*** Opening Dataset records ***

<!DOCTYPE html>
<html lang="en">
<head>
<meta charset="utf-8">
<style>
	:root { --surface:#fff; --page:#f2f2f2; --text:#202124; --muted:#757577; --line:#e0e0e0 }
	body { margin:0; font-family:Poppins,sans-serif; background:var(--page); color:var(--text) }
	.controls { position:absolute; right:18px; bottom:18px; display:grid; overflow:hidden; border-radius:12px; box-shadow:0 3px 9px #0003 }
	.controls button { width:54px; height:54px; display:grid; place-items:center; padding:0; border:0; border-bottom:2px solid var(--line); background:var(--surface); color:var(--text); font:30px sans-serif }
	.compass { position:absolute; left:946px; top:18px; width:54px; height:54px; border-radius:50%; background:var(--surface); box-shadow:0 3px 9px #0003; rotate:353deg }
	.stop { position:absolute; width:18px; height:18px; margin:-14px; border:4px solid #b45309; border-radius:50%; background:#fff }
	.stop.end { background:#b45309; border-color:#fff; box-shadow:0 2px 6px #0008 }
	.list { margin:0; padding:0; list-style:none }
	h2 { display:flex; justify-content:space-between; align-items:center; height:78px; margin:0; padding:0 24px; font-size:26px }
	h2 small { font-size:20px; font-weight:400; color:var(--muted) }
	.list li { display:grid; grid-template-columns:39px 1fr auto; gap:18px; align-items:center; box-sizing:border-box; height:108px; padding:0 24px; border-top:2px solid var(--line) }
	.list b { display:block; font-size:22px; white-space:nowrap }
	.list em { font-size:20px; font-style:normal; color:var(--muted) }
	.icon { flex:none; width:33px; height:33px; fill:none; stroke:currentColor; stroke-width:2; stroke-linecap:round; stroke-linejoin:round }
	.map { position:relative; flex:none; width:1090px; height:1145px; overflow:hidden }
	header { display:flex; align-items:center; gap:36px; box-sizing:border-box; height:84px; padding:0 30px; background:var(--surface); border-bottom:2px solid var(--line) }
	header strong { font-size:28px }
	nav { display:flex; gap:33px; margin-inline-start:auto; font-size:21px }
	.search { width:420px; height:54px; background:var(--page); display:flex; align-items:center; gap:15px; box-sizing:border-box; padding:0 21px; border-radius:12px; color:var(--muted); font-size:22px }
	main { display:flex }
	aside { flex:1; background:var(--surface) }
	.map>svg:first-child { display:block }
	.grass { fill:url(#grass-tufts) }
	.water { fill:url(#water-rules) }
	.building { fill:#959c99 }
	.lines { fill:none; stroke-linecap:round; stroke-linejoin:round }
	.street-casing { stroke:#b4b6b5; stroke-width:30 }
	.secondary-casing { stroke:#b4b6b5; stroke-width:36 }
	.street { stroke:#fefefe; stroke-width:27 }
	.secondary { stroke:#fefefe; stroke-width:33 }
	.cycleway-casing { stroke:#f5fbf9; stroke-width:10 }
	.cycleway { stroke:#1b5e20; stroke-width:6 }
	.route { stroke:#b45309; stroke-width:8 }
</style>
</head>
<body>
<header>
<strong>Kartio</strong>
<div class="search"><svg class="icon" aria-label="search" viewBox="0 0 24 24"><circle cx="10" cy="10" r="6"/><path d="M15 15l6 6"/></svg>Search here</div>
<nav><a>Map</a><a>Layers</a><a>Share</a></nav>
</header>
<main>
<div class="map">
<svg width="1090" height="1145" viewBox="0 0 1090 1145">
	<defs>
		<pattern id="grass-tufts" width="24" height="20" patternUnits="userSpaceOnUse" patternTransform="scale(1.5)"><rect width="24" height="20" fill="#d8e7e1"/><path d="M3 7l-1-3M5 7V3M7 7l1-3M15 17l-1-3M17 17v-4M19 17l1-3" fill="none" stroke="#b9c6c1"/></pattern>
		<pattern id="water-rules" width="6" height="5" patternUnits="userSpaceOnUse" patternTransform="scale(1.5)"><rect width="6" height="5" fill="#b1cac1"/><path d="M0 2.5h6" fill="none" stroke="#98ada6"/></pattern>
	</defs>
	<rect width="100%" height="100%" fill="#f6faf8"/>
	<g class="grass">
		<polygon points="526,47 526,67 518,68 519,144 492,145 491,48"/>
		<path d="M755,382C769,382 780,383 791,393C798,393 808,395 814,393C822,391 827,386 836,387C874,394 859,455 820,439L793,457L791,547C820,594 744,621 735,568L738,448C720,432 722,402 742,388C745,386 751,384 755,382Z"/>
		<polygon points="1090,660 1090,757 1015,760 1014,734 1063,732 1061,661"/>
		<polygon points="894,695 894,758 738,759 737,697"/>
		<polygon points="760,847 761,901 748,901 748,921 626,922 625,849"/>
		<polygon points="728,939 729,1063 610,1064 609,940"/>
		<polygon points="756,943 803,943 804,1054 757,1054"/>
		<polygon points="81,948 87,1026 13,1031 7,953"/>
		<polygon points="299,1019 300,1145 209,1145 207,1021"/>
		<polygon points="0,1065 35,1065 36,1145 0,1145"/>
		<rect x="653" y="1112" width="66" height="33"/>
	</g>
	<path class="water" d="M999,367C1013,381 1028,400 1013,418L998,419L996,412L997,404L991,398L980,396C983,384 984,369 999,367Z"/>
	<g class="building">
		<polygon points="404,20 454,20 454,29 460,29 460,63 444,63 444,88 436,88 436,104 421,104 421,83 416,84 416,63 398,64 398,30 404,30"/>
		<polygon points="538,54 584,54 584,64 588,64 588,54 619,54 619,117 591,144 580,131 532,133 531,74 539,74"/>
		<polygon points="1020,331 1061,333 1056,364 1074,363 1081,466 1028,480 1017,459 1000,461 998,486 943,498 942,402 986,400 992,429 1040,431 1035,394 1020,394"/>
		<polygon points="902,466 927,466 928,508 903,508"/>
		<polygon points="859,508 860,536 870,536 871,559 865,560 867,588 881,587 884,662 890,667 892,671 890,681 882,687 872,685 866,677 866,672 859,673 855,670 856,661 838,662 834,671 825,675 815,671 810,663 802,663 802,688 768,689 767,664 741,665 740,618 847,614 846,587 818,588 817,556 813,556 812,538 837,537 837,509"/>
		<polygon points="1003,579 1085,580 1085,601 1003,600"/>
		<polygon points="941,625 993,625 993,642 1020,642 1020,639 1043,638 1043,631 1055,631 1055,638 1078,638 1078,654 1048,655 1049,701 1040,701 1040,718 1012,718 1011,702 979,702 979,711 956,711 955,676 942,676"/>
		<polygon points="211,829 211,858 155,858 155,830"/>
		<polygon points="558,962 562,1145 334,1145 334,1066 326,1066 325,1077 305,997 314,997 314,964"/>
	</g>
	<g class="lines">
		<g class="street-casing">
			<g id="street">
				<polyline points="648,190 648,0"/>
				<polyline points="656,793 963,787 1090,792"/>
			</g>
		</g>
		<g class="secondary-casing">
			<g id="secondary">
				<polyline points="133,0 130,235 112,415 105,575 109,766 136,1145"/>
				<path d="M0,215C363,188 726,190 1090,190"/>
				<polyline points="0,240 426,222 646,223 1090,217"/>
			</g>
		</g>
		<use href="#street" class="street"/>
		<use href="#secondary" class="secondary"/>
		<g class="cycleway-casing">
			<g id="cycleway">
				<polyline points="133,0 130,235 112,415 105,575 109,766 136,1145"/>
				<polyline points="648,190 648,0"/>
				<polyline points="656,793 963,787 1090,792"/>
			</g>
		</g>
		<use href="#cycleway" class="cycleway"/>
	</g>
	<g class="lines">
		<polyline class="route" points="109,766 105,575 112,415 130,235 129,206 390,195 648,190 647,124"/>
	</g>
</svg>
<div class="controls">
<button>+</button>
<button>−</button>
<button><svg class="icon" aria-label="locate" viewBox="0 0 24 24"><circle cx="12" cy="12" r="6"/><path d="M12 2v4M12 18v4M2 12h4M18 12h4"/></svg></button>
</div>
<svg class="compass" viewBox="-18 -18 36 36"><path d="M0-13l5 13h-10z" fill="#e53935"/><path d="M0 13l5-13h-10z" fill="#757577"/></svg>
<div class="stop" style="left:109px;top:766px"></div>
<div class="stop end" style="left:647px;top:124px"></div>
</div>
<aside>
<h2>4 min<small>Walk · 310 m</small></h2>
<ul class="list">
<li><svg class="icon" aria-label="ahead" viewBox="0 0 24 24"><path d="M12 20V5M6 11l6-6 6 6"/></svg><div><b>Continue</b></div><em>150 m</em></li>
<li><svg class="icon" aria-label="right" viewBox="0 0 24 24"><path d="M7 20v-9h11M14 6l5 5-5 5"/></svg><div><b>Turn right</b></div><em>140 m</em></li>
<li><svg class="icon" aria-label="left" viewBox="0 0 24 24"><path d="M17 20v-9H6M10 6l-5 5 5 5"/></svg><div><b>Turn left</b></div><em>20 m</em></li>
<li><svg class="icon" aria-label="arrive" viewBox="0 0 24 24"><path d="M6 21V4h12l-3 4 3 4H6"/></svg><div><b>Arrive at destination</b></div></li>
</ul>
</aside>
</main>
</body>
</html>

*** Closing Dataset records ***

**Work order**. If a line in the listing contains the string "linejoin", copy it.

**Written answer**.
	.icon { flex:none; width:33px; height:33px; fill:none; stroke:currentColor; stroke-width:2; stroke-linecap:round; stroke-linejoin:round }
	.lines { fill:none; stroke-linecap:round; stroke-linejoin:round }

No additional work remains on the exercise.